Abstract
Introduction
Many designers turn towards parallel systems to reduce energy cost. They master design complexity with high level programming models such as message passing (e.g., openMP and MPI). After specifying the program with message passing, efficient mapping on the target architecture is required. This entails reducing both the amount of communication and the transmission cost itself.
Our goal is reducing the cost for communicating messages between tasks located on different processors. In the simplest case, message passing is implemented on top of a shared memory architecture (e.g., [13] [5] ). The producer generates a message in the shared memory. When ready, it notifies the consumer that it can start reading it. At least two locks are necessary for synchronizing the producer/consumer. A first lock (set by the producer) prevents the consumer from reading a not finalized message. A second lock (set by the consumer) prevents the producer from overwriting messages still unread by the consumer. In this naive implementation, the shared memory is frequently accessed, and easily becomes a performance bottleneck.
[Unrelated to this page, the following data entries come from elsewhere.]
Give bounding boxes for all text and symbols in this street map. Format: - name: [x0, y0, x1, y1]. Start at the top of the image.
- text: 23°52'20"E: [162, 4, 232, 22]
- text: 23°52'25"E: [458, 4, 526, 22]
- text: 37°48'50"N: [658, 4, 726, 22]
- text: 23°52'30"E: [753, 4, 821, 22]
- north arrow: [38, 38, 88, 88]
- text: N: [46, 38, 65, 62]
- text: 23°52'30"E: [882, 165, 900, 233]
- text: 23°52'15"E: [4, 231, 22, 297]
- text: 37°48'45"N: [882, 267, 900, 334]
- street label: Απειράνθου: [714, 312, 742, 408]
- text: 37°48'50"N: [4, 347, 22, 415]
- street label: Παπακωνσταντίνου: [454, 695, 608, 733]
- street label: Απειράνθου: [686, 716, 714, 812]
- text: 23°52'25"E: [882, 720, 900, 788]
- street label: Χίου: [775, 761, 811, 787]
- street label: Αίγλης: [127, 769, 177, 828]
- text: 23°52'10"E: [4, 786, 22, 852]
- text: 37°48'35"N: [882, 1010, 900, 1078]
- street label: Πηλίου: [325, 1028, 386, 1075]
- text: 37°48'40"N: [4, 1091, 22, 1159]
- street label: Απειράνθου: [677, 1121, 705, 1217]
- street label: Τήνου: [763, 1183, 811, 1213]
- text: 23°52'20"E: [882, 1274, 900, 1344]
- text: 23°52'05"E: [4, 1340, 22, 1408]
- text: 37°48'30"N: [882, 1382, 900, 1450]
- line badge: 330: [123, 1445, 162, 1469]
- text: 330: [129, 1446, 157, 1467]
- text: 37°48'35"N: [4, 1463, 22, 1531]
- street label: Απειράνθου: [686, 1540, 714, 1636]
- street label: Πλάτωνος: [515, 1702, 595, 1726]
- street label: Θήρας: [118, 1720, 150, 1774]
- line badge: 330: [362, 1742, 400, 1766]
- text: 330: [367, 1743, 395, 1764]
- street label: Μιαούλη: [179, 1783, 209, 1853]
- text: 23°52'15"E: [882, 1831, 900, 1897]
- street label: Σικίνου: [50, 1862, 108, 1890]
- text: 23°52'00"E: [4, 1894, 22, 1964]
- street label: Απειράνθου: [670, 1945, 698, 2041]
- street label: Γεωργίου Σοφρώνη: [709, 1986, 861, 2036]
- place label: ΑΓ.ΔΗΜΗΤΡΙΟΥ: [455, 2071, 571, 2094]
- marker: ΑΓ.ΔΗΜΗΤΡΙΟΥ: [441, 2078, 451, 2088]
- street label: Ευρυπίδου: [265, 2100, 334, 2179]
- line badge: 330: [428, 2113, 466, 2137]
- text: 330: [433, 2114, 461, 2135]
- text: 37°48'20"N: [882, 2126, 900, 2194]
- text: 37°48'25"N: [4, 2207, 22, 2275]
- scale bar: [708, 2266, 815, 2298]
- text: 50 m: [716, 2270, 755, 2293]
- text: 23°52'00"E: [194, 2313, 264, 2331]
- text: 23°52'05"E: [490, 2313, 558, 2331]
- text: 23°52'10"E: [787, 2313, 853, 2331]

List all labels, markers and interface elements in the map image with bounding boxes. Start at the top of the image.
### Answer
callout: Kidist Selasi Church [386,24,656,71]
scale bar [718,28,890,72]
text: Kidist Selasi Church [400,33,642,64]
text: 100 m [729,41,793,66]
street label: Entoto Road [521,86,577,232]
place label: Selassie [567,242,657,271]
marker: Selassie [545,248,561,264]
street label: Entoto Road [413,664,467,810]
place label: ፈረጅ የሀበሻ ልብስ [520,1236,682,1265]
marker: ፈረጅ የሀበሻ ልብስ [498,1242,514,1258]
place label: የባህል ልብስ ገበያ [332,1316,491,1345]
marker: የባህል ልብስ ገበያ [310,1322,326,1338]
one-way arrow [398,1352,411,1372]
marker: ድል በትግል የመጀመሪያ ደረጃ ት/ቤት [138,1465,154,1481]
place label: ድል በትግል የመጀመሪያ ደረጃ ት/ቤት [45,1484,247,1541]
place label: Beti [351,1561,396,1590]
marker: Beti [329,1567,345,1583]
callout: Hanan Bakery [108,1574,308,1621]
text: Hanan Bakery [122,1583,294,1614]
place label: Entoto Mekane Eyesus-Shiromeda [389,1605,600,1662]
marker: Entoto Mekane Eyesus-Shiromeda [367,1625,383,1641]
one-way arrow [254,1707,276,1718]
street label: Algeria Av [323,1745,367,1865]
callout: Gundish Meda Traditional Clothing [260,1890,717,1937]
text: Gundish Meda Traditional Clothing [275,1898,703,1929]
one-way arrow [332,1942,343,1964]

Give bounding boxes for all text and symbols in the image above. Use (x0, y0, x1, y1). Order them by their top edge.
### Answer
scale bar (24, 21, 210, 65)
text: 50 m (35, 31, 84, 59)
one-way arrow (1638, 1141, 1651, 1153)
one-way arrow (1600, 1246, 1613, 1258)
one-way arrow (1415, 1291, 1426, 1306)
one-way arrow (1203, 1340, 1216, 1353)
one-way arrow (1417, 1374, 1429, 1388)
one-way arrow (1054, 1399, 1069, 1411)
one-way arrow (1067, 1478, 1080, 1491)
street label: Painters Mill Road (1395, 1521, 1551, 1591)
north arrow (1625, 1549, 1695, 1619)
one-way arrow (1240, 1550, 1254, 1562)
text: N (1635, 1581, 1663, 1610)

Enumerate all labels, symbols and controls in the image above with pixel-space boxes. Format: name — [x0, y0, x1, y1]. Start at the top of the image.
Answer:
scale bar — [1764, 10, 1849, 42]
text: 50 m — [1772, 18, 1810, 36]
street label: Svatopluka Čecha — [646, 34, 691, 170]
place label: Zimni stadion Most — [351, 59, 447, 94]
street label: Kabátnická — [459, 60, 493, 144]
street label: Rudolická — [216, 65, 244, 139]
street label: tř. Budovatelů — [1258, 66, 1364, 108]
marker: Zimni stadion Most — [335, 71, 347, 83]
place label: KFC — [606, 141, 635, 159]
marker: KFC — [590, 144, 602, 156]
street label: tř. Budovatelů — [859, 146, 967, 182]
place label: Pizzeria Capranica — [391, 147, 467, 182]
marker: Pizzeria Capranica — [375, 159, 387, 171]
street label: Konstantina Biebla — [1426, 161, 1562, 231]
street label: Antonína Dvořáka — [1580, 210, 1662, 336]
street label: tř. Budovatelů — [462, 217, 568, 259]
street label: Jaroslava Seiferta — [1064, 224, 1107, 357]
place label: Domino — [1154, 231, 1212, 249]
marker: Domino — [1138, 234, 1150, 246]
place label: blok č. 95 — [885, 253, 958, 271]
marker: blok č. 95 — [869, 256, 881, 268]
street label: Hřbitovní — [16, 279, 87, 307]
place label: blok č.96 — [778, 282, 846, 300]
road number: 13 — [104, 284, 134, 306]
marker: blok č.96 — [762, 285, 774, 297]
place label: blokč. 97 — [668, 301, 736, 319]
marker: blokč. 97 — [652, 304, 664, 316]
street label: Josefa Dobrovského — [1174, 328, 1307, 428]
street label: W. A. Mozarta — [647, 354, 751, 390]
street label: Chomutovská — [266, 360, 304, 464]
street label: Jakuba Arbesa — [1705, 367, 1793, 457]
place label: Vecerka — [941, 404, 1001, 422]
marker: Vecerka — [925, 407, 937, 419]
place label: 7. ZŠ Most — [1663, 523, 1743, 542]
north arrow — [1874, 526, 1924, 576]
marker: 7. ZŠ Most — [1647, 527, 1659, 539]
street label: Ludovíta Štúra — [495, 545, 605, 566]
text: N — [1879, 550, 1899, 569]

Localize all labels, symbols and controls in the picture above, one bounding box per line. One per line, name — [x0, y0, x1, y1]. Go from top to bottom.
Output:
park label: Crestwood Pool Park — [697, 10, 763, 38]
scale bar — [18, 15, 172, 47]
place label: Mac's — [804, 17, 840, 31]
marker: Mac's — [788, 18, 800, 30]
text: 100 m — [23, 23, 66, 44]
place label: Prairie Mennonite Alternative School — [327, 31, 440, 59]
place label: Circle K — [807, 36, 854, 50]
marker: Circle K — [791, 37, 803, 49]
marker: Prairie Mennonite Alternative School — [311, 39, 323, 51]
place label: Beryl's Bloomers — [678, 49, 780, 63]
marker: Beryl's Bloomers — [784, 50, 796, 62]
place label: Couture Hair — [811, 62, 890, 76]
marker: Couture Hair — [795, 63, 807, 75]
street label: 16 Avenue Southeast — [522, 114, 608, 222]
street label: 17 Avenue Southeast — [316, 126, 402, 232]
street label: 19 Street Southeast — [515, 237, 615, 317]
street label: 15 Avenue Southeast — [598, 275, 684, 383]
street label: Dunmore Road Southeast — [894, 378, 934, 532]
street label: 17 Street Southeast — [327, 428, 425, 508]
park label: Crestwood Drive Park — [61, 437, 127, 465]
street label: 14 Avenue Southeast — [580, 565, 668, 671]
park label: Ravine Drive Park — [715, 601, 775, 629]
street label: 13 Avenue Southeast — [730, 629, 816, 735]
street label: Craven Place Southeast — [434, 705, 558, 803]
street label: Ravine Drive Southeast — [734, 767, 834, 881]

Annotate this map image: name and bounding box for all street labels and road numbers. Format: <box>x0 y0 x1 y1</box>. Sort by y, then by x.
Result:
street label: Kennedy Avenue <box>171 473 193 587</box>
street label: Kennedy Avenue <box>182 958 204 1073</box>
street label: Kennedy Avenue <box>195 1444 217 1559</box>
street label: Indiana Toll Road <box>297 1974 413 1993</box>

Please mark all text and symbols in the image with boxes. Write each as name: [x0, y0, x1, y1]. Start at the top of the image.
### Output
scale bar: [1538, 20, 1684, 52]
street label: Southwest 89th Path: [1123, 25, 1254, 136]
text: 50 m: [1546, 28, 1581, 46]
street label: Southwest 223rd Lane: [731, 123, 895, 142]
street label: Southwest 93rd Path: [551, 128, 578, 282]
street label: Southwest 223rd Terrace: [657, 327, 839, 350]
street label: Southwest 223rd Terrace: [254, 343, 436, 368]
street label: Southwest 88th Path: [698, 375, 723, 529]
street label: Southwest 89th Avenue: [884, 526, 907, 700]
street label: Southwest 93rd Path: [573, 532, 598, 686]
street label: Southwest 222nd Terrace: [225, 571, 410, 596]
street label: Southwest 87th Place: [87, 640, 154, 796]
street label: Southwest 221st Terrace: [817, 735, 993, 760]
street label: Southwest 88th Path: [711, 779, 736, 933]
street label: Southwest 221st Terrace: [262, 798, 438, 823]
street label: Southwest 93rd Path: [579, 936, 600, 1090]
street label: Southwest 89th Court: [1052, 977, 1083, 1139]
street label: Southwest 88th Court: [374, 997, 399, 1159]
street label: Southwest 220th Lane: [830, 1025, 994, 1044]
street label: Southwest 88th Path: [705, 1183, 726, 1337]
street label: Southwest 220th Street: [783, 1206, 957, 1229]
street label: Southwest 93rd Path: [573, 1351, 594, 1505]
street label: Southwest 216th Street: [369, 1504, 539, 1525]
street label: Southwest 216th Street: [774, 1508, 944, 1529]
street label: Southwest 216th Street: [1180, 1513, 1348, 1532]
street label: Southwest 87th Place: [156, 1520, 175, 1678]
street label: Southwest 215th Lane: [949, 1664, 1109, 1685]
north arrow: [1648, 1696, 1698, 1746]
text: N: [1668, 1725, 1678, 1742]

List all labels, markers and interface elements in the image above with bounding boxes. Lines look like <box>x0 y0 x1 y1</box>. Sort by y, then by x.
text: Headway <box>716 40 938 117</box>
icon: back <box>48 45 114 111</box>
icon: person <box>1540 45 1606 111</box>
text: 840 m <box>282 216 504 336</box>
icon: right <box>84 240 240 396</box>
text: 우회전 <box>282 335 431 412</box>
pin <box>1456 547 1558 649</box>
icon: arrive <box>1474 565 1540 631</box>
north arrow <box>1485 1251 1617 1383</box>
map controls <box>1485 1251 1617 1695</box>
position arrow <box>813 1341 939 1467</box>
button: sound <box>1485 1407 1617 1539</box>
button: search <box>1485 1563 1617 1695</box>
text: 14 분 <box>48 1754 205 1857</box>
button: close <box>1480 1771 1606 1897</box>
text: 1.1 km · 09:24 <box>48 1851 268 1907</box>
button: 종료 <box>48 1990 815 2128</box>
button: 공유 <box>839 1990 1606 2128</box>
This bottleneck can be removed by directly transmitting messages between scratchpad memories attached to the processors, but this requires architectural changes. For instance, a scratchpad memory is usually only accessible from the core to which it is attached. Now, any other core of the system may have access to it. Recently, [6] and [8] have presented such hardware extensions. However, these are mostly ad-hoc solutions, which are not flexible enough for matching the application with the target architecture. E.g., they only provide DMAs to transfer data between processors. For short messages the overhead to set up the DMA is too long. Direct write/read transfers by the processor are more efficient, but in this case they are not supported.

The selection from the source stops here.